Now it looks like Once Upon a Time in Hollywood may open closer to the $25 to $30 million range, per Deadline. This is closer in line with the auteur director’s biggest hits such as Inglourious Basterds ($38 million), Django Unchained ($30 million) and Kill Bill Vol. 2 ($25 million). The upcoming drama still has a potential to turn a big profit off its theater run. Django went on to make $425 million worldwide after a comparable first weekend.
The film has already garnered high praise from critics who were present at its premiere at Cannes. Once Upon a Time in Hollywood currently has an impressively fresh 92% on Rotten Tomatoes with 65 reviews filed. Tarantino has also teased it's the closest he’s gotten to Pulp Fiction and his personal love letter to Los Angeles.
The director has long said he’d only direct 10 films, so there’s additional anticipation for how the backend of his work will play out. Once Upon a Time in Hollywood is his ninth film. It also includes some major stars, with Margot Robbie’s Sharon Tate joining Leonardo DiCaprio, Brad Pitt, Al Pacino, Kurt Russell, Dakota Fanning, Timothy Olyphant, Damian Lewis, and the late Luke Perry.

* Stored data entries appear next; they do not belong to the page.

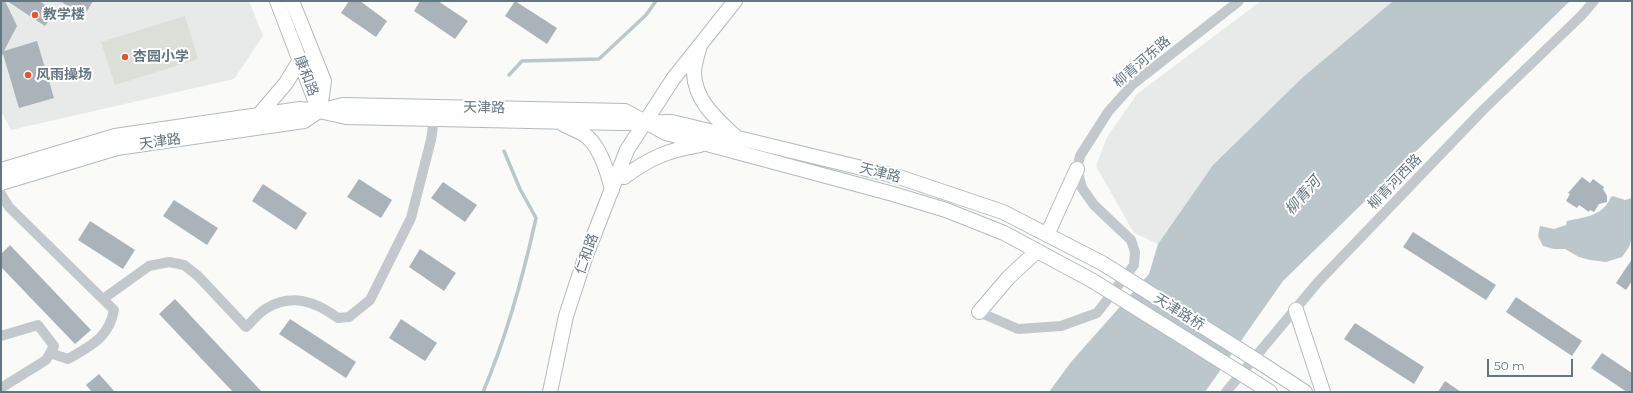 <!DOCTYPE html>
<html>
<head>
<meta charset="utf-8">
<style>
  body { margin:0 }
  #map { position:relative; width:1633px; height:393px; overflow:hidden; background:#fafaf8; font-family:Montserrat,sans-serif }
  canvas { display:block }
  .frame { position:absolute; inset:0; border:2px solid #657683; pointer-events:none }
  .scale { position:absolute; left:1487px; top:359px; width:86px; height:18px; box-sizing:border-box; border:2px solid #657683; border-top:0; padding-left:5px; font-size:12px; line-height:14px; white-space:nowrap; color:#657683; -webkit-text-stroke:3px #fff; paint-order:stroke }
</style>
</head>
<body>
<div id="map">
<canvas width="1633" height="393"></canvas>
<div class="frame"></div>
<div class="scale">50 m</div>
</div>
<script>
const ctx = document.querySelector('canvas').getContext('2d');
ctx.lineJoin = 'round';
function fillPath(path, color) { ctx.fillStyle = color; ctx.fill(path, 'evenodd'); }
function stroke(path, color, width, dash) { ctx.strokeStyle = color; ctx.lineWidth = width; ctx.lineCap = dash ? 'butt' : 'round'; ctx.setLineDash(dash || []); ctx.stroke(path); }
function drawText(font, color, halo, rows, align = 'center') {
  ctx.font = font + ' Montserrat,"Noto Sans SC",sans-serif'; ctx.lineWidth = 4; ctx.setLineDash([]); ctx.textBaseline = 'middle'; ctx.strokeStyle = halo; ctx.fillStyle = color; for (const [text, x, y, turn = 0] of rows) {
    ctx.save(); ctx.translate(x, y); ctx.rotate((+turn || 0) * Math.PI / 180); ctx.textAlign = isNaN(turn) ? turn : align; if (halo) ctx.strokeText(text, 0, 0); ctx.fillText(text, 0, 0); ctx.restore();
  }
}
const built = new Path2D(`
  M1 1H249L263 36 234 79 11 130 1 111Z
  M1261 1H1393L1302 78 1213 165 1158 244 1134 233 1096 166 1107 137 1137 94Z`);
const green = new Path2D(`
  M185 16 198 59 115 85 101 42Z`);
const water = new Path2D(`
  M1393 1H1570L1283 281 1205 392H1049L1071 362 1149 274 1158 244 1213 165 1302 78Z
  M1613 196 1625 200 1632 198V238L1629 247 1622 257 1606 262 1590 260 1579 257 1565 249H1554L1543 246 1538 236 1540 226 1554 229 1566 225 1567 221C1585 217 1603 216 1611 197Z`);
const stream = new Path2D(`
  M509 75 522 61 599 59 646 15 656 1
  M483 392C507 336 523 277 536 218L520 189 504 151`);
const building = new Path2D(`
  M1 1H5L17 26 4 51 37 41 54 98 19 108 3 54 1 57Z
  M7 1H39L55 11 45 26Z
  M60 1H93L84 16Z
  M349 1H360L387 21 376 37 341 13Z
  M420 1H438L468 21 455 39 414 11Z
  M515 1 557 28 547 44 505 16Z
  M1582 177 1590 183 1593 179 1604 187 1603 189 1607 196V202L1599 204 1594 212 1590 210 1589 212 1579 205 1577 208 1566 201 1570 194 1568 193Z
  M359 179 392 200 381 218 347 197Z
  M443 182 477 205 465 222 431 198Z
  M263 184 307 213 296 230 252 201Z
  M174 200 218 228 207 245 163 216Z
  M90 221 135 250 123 269 78 240Z
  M1413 232 1496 285 1486 300 1403 247Z
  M10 245 91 330 75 344 1 267V254Z
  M420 249 456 273 444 291 409 267Z
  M1632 259V281L1626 290 1616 283Z
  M1516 297 1582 341 1572 356 1506 312Z
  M175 299 262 392H233L159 314Z
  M290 319 356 362 346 378 279 334Z
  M401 319 437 343 425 361 389 338Z
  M1355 323 1424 367 1414 384 1344 339Z
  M1602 353 1632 373V392H1627L1591 368Z
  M99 374 115 392H92L86 385Z
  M1445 381 1461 392H1438Z`);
const street = new Path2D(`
  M1 194 9 207 114 310C109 338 90 346 68 359L50 353
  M103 299 149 266 169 262 184 265 198 276 246 327C253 321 259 312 267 308 293 293 316 302 338 318L349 317 370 300 411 218 431 140 434 119
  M979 312 1018 329 1061 326 1097 313 1134 265 1135 252 1131 240 1094 205 1082 188 1077 169 1080 156 1108 112 1133 84 1239 1
  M1 336 38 325 54 346 46 360 1 388
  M1226 392 1318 282 1483 110 1581 16 1594 1`);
const secondary = new Path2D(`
  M277 1 319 111
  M292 1 324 81 320 109
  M699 49C697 56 694 65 694 73 695 102 718 120 737 138
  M258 116 286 83 300 60
  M563 124C570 128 578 131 585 135 600 146 608 173 612 190
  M1 170 115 136 300 109 319 111 346 117 620 123 672 122 899 177 1003 212 1102 263
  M624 177C650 158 668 150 700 145
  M1 183 117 148 304 121 319 111 343 105 625 111 666 133 893 194 946 210 1004 233 1093 281
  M1047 235 1077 169
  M1296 310 1323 392
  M979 312 1009 277 1037 251
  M1256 360 1305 392
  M1245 376 1270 392
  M550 392 566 316 585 258 627 150 673 79 735 1`);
const secondaryBridge = new Path2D(`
  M1102 263 1256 360
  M1093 281 1245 376`);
const markers = [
  [35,15,4,"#e4572e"],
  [125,57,4,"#e4572e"],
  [28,75,4,"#e4572e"]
];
const poiNames = [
  ["教学楼",43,15],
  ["杏园小学",133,57],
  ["风雨操场",36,75]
];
const streetNames = [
  ["柳青河东路",1142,62,-41],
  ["康和路",306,76,69],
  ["天津路",484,108,1],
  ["天津路",160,142,-8],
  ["天津路",880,173,14],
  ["柳青河西路",1395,182,-46],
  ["仁和路",587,254,-70],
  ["天津路桥",1179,312,32]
];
const waterNames = [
  ["柳青河",1303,196,-49]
];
fillPath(built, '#e8e9e9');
fillPath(green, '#dadfd7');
fillPath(water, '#bbc7cb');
stroke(stream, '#bbc7cb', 3.5);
fillPath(building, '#aab3b9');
stroke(secondary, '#b3babf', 16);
stroke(street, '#c3c8cc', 10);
stroke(secondary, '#fff', 14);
stroke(secondaryBridge, '#b3babf', 16, []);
stroke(secondaryBridge, '#fff', 14);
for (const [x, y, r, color] of markers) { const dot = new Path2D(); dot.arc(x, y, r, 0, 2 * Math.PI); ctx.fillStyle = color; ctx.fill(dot); stroke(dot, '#fff', 1.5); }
drawText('bold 14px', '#657683', '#fff', poiNames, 'left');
drawText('14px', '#657683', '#fff', streetNames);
drawText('italic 15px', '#60757c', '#fff', waterNames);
</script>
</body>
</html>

The fact that the movie is not only rated-R but 2 hours and 39 minutes (and Tarantino may make it longer) could be a drawback to the film hitting numbers higher than $30 million. The Lion King remake is also hitting theaters one week prior and it has massive projections as high as $230 million for its debut. It will likely stay at No. 1 during its second weekend, putting Once Upon a Time in Hollywood at second place.
Tarantino’s drama is actually sandwiched by two huge summer blockbusters. Fast and the Furious spinoff Hobbs & Shaw opens the following week. Can it contend with more traditional summer blockbusters? Perhaps moviegoers hunger for original and surprising storylines will buff up its earnings?
Interestingly enough, Pitt and DiCaprio starred in Tarantino’s top earning projects so perhaps the combination of the both of them will prove successful as well. Inglourious Basterds debuted in August 2009 and went on to hit $321 million worldwide. Django cleverly came out during awards season and has since been his highest grossing film.
Once Upon a Time in Hollywood comes out on July 26.